The department’s decision said the homeowners’ leased panels are subject to taxes like renewable-energy generation equipment owned by utilities because the leasing companies, not the property owners, own the panels but don’t use the electricity.

Solar power plants are not exempt from property taxes.

If upheld, the department’s decision would subject homeowners with leased panels to property taxes because the leases have provisions passing any taxes to the homeowners.

Based on the department’s figures, a $34,000 solar-panel array leased by a homeowner would cost approximately $150 in property taxes in the first year, decreasing annually year as the system depreciates.

The leasing companies’ lawsuit said the department is incorrectly treating them as electricity generators and sellers, not leasing companies. The lawsuit also alleges that treating the same solar panel equipment differently based on whether it is owned or leased violates rules requiring equality in tax assessment.

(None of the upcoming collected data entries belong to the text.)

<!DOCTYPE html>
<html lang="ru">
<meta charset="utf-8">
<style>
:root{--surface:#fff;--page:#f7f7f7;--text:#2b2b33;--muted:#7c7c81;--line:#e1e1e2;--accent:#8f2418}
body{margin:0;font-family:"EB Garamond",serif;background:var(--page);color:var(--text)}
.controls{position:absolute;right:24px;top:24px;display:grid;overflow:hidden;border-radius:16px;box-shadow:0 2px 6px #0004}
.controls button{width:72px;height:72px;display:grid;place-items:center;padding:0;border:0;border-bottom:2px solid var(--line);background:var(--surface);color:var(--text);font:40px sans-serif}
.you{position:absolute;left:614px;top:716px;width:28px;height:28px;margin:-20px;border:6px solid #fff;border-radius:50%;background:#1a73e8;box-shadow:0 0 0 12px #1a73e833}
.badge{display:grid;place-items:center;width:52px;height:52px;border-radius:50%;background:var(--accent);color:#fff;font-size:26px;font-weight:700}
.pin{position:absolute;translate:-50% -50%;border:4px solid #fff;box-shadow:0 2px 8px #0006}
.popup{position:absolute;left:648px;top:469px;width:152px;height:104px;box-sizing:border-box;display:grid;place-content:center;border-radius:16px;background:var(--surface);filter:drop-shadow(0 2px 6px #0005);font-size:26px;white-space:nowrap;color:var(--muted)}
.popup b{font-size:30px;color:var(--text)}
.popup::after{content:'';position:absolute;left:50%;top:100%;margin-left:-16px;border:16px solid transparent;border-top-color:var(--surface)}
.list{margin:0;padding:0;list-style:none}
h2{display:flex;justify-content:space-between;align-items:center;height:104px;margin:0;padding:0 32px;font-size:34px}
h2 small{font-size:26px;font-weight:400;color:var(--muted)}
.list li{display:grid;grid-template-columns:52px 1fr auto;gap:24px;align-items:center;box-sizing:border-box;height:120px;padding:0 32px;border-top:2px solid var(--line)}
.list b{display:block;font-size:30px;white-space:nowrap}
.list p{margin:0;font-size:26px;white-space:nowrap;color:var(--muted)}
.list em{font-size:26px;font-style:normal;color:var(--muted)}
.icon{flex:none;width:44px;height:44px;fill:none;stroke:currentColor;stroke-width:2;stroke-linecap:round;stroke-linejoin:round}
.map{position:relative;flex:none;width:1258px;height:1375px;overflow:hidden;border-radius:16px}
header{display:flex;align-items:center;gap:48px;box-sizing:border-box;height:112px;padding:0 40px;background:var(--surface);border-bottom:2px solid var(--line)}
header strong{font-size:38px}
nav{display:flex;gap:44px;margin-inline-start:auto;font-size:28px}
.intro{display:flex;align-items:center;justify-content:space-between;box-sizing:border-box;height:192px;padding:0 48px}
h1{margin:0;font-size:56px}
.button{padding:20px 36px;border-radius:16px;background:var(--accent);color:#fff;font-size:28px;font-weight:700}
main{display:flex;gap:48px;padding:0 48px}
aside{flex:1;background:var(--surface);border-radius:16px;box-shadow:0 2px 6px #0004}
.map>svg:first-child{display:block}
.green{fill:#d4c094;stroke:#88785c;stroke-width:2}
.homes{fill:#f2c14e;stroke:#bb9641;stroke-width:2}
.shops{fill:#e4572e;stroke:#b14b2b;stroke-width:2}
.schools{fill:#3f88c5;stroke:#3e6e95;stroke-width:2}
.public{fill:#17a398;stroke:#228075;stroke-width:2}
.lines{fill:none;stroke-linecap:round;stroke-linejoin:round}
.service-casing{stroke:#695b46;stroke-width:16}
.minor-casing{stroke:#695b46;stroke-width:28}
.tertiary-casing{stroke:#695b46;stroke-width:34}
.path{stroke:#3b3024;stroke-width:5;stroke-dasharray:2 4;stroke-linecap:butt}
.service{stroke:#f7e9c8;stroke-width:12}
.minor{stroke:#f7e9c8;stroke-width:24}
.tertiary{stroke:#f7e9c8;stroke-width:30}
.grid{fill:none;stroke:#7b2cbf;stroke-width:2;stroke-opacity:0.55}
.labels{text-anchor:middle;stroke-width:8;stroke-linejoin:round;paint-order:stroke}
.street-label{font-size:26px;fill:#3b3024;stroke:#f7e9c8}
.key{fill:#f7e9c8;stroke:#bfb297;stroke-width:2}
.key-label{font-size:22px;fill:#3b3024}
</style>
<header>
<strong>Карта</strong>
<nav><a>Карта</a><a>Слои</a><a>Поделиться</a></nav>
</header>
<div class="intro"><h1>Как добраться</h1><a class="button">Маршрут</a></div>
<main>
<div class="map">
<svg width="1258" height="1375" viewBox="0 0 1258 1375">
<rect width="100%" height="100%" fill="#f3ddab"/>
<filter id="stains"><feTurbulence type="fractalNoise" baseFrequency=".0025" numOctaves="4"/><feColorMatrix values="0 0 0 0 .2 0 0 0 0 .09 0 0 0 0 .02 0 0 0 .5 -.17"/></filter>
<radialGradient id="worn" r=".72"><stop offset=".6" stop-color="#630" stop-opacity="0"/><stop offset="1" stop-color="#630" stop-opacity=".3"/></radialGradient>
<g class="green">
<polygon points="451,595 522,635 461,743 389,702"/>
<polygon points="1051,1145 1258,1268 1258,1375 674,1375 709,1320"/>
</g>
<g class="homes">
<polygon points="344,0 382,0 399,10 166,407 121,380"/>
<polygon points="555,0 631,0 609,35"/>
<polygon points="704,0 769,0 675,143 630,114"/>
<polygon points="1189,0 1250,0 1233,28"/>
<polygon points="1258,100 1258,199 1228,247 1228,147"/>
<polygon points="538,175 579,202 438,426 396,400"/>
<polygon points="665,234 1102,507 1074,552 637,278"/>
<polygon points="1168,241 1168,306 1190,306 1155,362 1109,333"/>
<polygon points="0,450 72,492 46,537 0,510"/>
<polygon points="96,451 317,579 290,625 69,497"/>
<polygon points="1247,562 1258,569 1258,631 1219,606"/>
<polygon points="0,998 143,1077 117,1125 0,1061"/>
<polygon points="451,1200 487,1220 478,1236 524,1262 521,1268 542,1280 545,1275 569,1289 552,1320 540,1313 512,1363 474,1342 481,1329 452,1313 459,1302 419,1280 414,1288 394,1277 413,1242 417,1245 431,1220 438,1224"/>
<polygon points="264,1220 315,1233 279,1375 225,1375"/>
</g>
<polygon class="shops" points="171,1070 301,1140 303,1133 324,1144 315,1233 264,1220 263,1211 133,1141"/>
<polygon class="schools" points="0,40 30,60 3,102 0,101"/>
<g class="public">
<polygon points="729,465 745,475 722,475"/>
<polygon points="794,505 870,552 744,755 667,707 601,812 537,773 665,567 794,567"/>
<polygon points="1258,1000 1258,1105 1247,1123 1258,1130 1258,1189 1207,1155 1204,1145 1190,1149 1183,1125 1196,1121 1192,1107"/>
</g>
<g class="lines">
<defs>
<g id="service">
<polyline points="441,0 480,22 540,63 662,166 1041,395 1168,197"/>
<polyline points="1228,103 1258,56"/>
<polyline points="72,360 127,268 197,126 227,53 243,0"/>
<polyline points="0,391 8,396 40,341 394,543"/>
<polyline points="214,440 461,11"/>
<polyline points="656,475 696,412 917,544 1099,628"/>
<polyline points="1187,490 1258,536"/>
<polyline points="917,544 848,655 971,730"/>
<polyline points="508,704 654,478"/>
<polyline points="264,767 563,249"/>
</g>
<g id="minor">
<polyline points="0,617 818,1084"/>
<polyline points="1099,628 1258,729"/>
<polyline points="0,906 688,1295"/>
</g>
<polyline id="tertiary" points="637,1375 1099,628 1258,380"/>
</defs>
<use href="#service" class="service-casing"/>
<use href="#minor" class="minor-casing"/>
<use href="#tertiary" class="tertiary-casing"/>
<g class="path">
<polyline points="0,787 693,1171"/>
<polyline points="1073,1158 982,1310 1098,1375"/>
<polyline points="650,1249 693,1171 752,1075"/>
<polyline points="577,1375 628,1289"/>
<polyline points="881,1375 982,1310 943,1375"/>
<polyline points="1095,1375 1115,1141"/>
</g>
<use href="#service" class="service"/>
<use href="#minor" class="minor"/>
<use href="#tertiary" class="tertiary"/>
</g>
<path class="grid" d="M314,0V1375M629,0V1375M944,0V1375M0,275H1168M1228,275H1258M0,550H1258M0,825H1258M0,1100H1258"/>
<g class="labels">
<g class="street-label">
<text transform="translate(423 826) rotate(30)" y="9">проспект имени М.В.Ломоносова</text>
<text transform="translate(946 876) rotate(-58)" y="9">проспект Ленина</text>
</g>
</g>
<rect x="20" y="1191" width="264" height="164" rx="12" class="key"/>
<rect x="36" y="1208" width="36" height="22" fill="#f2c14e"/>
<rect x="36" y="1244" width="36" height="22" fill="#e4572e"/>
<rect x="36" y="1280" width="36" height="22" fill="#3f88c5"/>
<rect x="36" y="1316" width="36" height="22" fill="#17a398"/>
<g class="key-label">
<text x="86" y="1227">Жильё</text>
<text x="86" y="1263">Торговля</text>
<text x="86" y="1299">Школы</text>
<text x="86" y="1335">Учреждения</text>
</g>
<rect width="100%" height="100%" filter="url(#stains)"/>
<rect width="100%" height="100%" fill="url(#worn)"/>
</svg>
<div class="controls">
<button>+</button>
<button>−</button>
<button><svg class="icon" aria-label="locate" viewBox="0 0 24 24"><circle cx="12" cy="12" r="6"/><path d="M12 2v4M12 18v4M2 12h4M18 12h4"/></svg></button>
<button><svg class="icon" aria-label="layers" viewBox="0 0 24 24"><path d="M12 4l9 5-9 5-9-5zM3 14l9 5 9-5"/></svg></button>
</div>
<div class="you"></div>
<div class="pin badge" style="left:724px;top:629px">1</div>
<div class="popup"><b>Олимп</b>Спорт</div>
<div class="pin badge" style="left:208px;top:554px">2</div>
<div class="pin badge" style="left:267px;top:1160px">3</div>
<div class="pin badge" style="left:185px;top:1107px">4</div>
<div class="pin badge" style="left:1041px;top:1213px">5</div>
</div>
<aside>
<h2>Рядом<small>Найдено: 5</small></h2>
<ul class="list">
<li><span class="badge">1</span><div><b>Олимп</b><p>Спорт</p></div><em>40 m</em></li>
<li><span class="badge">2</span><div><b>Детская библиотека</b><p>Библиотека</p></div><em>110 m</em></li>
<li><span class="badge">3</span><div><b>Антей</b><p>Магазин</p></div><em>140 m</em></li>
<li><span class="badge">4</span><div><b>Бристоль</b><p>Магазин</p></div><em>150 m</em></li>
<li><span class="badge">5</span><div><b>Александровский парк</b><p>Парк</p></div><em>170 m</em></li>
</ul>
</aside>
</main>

Department spokesman Sean Laux said Tuesday he hadn’t yet read the lawsuit and could not immediate comment on it.

The department recently began sending tax valuation notices to SolarCity, Sunrun and other companies involved in solar leases.

Industry-backed legislation to reverse the department’s decision was proposed but did not pass during the Arizona Legislature’s 2013 regular session.

The companies filed their lawsuit in Arizona Tax Court, which is part of Maricopa County Superior Court.